Ethiopia Muhrabawi Limu

A nice Limu cup, raw honey fading into graham-like sweetness. Stone fruit and orange flavors emerge as the cup cools, and a mouth-cleansing, hop-like acidity cuts through. Great espresso blend component. City to Full City.
Out of stock
  • Process Method Wet Process
  • Cultivar Heirloom Types
  • Farm Gate No
Region Africa
Processing Wet Process (Washed)
Drying Method Raised Bed Sun-dried
Arrival date May 18 2015
Lot size 160bags/boxes
Bag size 60.00kg
Packaging GrainPro liner
Cultivar Detail Heirloom Varietals
Grade Q2
Appearance Grade 2; .2 d/300gr, 15+ Screen
Roast Recommendations City to Full City; it handles well at a fairly wide range, but stay north of 2nd snaps for the cup described in the review
Weight 1 LB
Recommended for Espresso Yes
This lot of Limu coffee comes to us via the Ethiopia Commodity Exchange (ECX), the government trading system set up to connect non-cooperative farm members to the global coffee market. We've discussed one downside of this system, which is that we really have no idea where the coffees coming out of the ECX originated. After the cherry is purchased from the farmer, it's graded, blended, and sold off. But this isn't such a bad thing, at least in this case. I mean, we do love a good story, but in the case of Ethiopia, a collector system dominates, one where hundreds of farmers are delivering coffee to either cooperatives, Unions, or the ECX, where they all grade and blend by region, and sell it with names referring to region, washing station, or simply grade. With each of these systems the individual farmer is hardly in the actual "picture", and most of the focus is put on the organizations they deal with. In the case of the ECX, it's a very straight-forward system, and one where farmers are paid cash upon delivery. For many farmers, this is a good thing, as they're able to immediately reinvest. And for us as buyers, we know how much money the contributing farmers were paid for this particular grade of coffee - it's all very transparent. This coffee story is much less romantic than those involving farm visits, family dinners, and the like. But the common thread lies in the confidence we have that the premium we paid was included in the payment these farmers received. Overall, this is a nice Q2 Limu, with quite a different cup character than the coffees from the south.

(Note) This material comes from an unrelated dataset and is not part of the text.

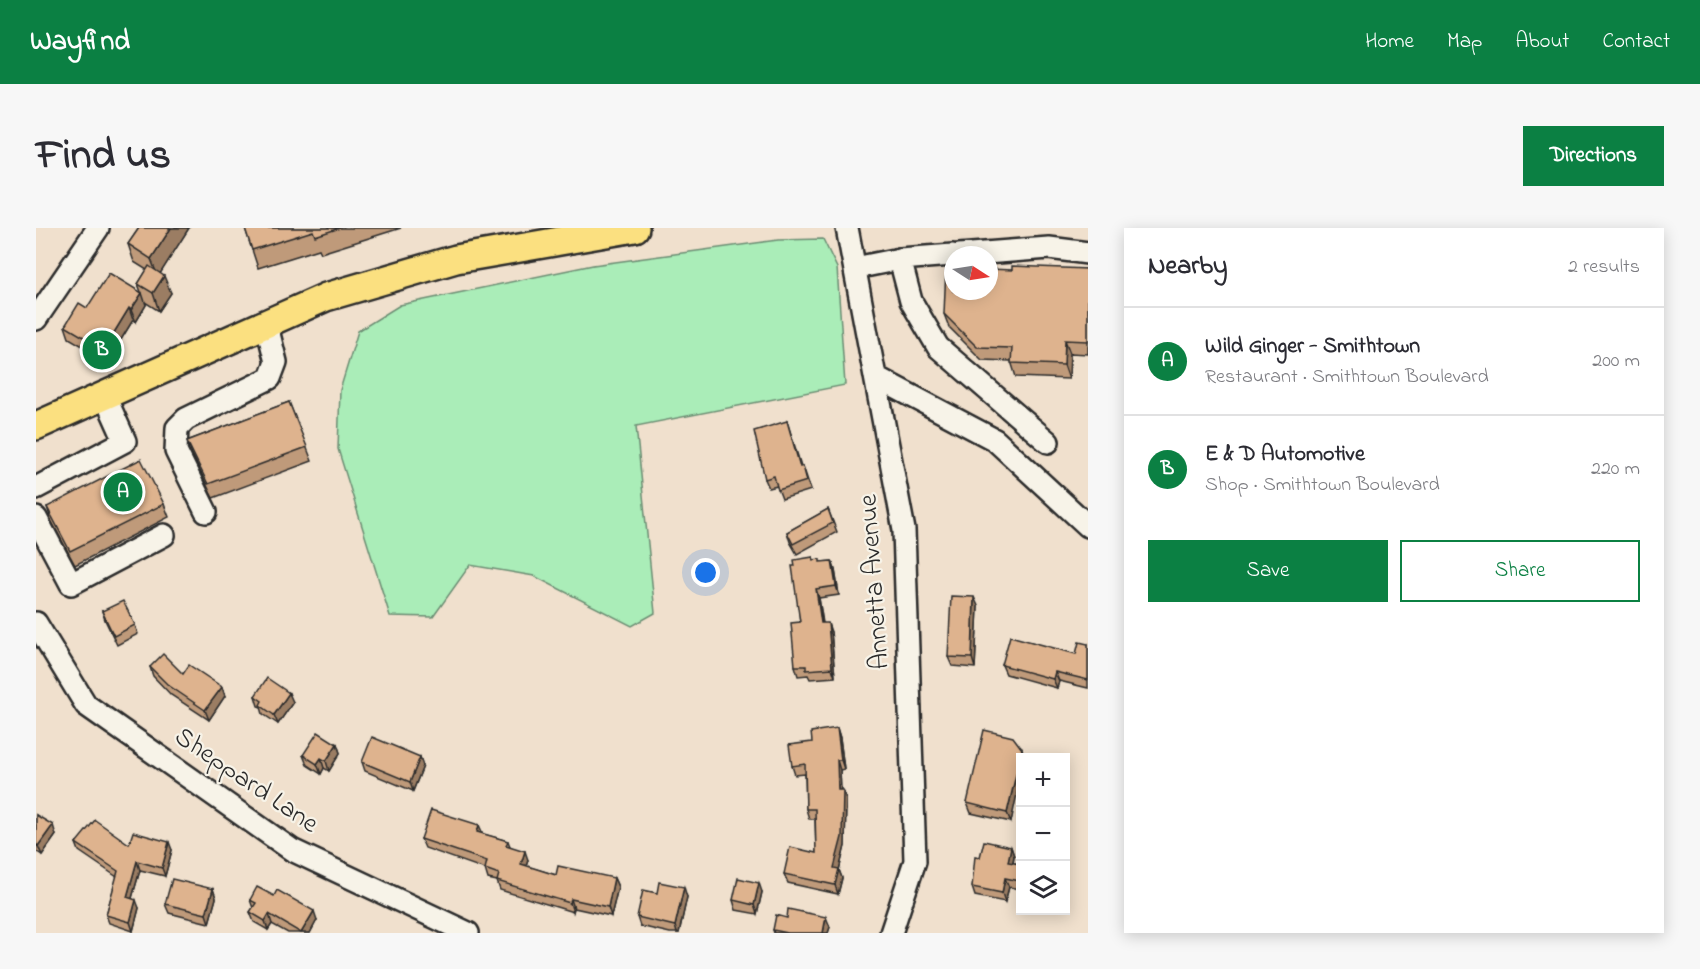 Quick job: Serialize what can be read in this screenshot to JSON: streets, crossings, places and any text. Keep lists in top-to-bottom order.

The dry fragrance of this Limu coffee has a honey and orange essence smell, a sort of light and fruited sweetness. Adding hot water builds a peaches and cream scent, heaps of brown sugar, and citrus hints. It's a clean smelling coffee, and the cup measures up too. There's a raw honey sweetness in the cup that fades into graham-like sweet grain flavor, cut through with nice cleansing acidity. As it cools stone fruit notes peek through, fleshy sweetness and bittering skins. A citrus essence comes up in the profile, like honey tangerine, and the cool cup adds hop-like brightness in the cup (slight floral aspect of IPA beer). It doesn't take too much roast to introduce smokiness to the cup, but I will also say that sweetness is bumped up toward Full City. You lose some of the citric brightness that is found at City/City+, but much of the actual citrus and stone fruit flavors are retained. I pulled a shot of espresso of the FC roast, and it's very viscous and sweet, and the citric brightness is a bit intense. Would work great as a highlight blend component.